Stored data Start Marker

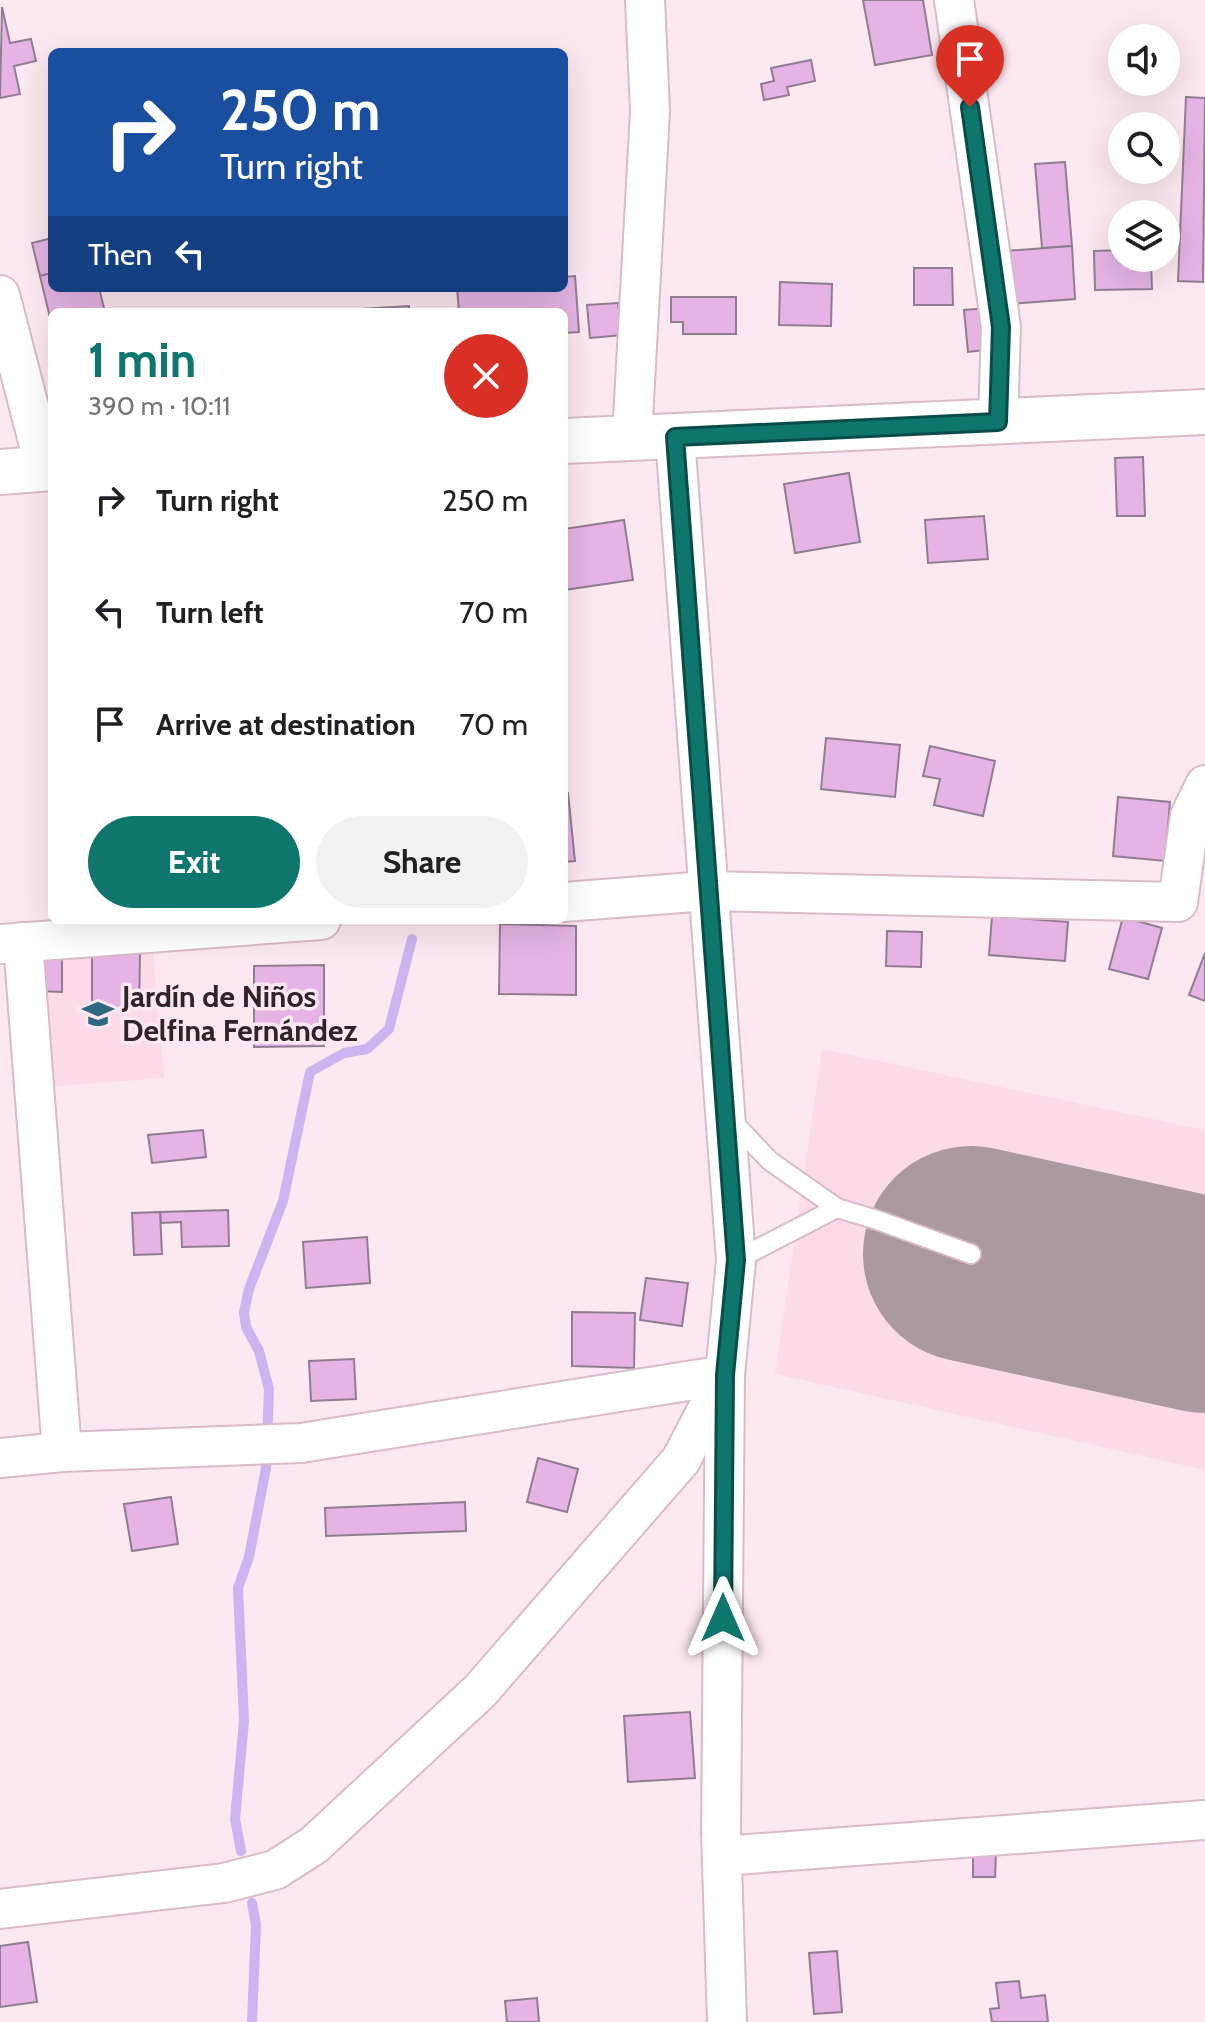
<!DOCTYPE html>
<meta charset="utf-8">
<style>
:root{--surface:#fff;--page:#f2f2f2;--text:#202124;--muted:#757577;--accent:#0f766e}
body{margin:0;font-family:Cabin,sans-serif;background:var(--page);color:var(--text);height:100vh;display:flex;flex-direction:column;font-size:30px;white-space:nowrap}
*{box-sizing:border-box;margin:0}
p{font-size:26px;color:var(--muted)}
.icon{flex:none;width:44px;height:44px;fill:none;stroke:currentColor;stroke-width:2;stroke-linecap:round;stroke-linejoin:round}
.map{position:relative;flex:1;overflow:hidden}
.details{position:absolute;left:48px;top:308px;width:520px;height:616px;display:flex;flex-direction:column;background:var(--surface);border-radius:12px;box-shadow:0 8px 32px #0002}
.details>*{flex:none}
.hud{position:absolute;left:48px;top:48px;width:520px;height:244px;border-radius:12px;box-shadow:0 8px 32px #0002;background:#1a4fa0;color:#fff;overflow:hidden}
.fabs{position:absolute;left:1108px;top:24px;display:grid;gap:16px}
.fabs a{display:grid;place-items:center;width:72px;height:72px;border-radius:50%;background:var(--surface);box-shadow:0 8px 32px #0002;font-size:40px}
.pin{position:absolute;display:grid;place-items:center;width:68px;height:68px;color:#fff;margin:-82px -34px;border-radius:50% 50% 50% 0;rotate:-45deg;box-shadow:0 0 8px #0007}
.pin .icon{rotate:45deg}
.me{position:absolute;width:88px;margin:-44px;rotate:0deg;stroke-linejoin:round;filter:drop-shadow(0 0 6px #0008)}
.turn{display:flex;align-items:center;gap:28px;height:168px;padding:0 40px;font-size:36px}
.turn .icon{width:104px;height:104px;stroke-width:2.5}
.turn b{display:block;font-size:56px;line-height:68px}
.then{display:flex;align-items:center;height:76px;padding:0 40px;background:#0003;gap:16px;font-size:30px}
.round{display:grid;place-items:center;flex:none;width:84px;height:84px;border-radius:42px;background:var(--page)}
.summary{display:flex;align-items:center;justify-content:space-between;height:136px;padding:0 40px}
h1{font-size:48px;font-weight:700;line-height:60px;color:var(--accent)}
.action{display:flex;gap:16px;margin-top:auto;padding:16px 40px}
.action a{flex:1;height:92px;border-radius:48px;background:var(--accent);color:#fff;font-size:32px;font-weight:700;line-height:92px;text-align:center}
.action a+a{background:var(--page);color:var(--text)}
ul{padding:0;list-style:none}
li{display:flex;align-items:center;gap:24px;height:112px;padding:0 40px}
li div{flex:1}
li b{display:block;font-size:30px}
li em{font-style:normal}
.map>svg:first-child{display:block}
.built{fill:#fbdbe9}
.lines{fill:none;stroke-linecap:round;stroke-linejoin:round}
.stream{stroke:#cbb4ef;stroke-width:10}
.runway{stroke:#aa9aa0;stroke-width:216}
.building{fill:#e5b4e4;stroke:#917d91;stroke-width:2}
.service-casing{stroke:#dabbc9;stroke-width:22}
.minor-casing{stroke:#dabbc9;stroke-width:42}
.primary-casing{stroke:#dabbc9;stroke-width:48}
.service{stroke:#fff;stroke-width:18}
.minor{stroke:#fff;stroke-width:38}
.primary{stroke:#fff;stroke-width:44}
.route-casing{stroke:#0a4d48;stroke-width:20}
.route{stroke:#0f766e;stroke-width:14}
.labels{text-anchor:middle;stroke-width:7;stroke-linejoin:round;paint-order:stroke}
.poi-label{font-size:30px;font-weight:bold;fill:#30242a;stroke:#fce8f0;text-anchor:start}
</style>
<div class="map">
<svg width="1205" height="2022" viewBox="0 0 1205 2022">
<rect width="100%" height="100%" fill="#fce8f0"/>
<g class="built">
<polygon points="152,941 164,1078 45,1087 30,950"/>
<polygon points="822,1049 1205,1130 1205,1470 775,1374"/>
</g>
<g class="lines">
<g class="stream">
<polyline points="241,1851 235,1819 244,1721 238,1588 249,1557 266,1468 269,1389 259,1351 246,1327 244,1312 249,1289 283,1201 310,1072 344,1053 367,1049 389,1029 412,939"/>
<polyline points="252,1903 256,1925 252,2022"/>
</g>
<polyline class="runway" points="971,1254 1205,1305"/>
</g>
<g class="building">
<polygon points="863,0 923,0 932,55 875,65"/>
<polygon points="2,7 10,43 31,39 36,61 14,66 20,94 0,98"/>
<polygon points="811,60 815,81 787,87 789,95 764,100 761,84 774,81 771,68"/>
<polygon points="1186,97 1205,98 1203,282 1178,281"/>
<polygon points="1065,162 1072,246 1042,248 1035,164"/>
<polygon points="52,238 52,273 40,276 32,243"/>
<polygon points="1072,246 1075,299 1009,304 1005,251"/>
<polygon points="1122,250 1122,258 1151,258 1152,289 1095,290 1094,251"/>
<polygon points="914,268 952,268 953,305 914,305"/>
<polygon points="52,273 52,288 99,288 105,312 52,312 52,326 40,276"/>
<polygon points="575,276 579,332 564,333 564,312 459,312 457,288 564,288 564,277"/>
<polygon points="780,282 832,284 831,326 779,325"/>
<polygon points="671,297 736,297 736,334 683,334 683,322 671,322"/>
<polygon points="618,303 622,335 590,338 587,305"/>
<polygon points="409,306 410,312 361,312 361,309"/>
<polygon points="989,308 993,349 968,352 964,310"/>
<polygon points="1143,457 1145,516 1117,516 1115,458"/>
<polygon points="849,473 860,542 795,553 784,484"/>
<polygon points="984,516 988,559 928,563 925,520"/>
<polygon points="624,520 633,580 564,590 564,529"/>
<polygon points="826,738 900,745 895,797 821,789"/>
<polygon points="930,746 995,761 983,816 934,805 940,779 923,776"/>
<polygon points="564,793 568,793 575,861 564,862"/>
<polygon points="1118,797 1170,802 1165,861 1113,856"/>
<polygon points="992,916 1068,922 1065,961 989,955"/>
<polygon points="1123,917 1162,928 1148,979 1109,969"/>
<polygon points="500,924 576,926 576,995 499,994"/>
<polygon points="887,931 922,932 921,967 886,966"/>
<polygon points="38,953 62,953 62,992 38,991"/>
<polygon points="1205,953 1205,1001 1189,995"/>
<polygon points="92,954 140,954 139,1009 92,1009"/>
<polygon points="324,965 324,1046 254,1047 254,966"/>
<polygon points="203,1130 206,1157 152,1163 148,1135"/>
<polygon points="228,1210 229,1246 182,1247 181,1222 161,1223 160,1212"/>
<polygon points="160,1212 162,1254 134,1255 132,1213"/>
<polygon points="367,1237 370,1283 306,1288 303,1242"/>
<polygon points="646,1278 688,1283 682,1326 640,1320"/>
<polygon points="572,1312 635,1313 634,1368 572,1366"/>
<polygon points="354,1359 356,1399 311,1401 309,1361"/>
<polygon points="538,1458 578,1469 567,1512 527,1502"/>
<polygon points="171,1497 178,1544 132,1551 124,1504"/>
<polygon points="465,1502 466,1531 326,1536 325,1508"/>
<polygon points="690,1712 695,1778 628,1782 624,1716"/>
<polygon points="973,1851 996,1852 995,1877 973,1877"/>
<polygon points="28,1942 37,2002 0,2007 0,1946"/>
<polygon points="837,1951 842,2012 814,2014 809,1953"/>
<polygon points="1019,1981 1021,1998 1045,1995 1048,2022 992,2022 990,2009 999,2008 996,1983"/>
<polygon points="537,1998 539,2022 507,2022 505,2001"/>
</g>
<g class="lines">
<defs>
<g id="service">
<polyline points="731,1120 770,1161 837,1208 877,1220 971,1254"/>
<polyline points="736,1260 837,1208"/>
</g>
<g id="minor">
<polyline points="954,0 1001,327 998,422"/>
<polyline points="0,295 45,468"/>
<polyline points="632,437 650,111 645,0"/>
<polyline points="564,902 707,891 1178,902 1190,816 1205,785"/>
<polyline points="23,942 62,1452"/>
<polyline points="0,944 321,920"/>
<polyline points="0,1458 62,1452 301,1443 725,1375 721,1831 727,2022"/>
<polyline points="722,1856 1205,1820"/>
<polyline points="0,1909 224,1883 275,1870 314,1845 480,1691 681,1460 725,1375 736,1260 675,437"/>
</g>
<g id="primary">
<polyline points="564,441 1205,412"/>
<polyline points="0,472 52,468"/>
</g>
</defs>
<use href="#service" class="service-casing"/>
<use href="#minor" class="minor-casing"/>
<use href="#primary" class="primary-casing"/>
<use href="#service" class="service"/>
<use href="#minor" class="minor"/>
<use href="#primary" class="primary"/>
</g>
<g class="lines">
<defs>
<polyline id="route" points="723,1618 725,1375 736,1260 675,437 998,422 1001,327 970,107"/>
</defs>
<use href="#route" class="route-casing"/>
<use href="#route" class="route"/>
</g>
<defs>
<symbol id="school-bare" viewBox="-9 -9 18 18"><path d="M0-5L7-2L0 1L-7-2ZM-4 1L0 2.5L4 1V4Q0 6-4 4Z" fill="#306882" stroke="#fce8f0" stroke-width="2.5" paint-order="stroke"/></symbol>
</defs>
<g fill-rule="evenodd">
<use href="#school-bare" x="76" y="992" width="44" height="44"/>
</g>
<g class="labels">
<g class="poi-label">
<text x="122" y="1007">Jardín de Niños<tspan x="122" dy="34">Delfina Fernández</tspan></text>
</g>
</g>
</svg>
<div class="fabs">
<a><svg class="icon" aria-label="sound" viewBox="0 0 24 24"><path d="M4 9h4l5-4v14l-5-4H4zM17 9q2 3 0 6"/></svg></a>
<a><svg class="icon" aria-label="search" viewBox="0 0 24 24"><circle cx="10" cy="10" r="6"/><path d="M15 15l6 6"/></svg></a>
<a><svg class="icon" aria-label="layers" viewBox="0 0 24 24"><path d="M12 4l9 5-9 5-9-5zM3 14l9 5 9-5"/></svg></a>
</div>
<div class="pin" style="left:970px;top:107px;background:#d93025"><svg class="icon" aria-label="arrive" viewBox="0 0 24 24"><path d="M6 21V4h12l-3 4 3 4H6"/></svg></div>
<svg class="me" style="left:723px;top:1618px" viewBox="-20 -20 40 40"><path d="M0-17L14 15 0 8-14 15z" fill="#0f766e" stroke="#fff" stroke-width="4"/></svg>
<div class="hud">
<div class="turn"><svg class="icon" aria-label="right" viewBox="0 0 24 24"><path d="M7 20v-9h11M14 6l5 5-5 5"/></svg><div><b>250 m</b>Turn right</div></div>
<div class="then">Then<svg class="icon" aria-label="left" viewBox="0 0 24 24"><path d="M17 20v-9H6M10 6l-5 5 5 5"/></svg></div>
</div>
<section class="details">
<div class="summary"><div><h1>1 min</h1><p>390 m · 10:11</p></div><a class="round" style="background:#d93025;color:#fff"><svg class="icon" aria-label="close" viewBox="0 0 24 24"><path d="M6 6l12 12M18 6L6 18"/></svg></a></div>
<ul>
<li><svg class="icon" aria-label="right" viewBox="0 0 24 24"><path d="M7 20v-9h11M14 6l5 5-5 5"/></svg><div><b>Turn right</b></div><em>250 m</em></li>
<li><svg class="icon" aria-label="left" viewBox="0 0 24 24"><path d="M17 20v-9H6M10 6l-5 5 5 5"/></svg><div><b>Turn left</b></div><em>70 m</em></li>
<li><svg class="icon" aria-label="arrive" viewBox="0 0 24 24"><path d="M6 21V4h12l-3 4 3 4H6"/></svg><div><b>Arrive at destination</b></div><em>70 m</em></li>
</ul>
<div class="action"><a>Exit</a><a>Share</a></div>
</section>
</div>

Stored data End Marker

[Action item] Copy out, in full, each line above that has the word "rotate" in it.

[Task solution]
.pin{position:absolute;display:grid;place-items:center;width:68px;height:68px;color:#fff;margin:-82px -34px;border-radius:50% 50% 50% 0;rotate:-45deg;box-shadow:0 0 8px #0007}
.pin .icon{rotate:45deg}
.me{position:absolute;width:88px;margin:-44px;rotate:0deg;stroke-linejoin:round;filter:drop-shadow(0 0 6px #0008)}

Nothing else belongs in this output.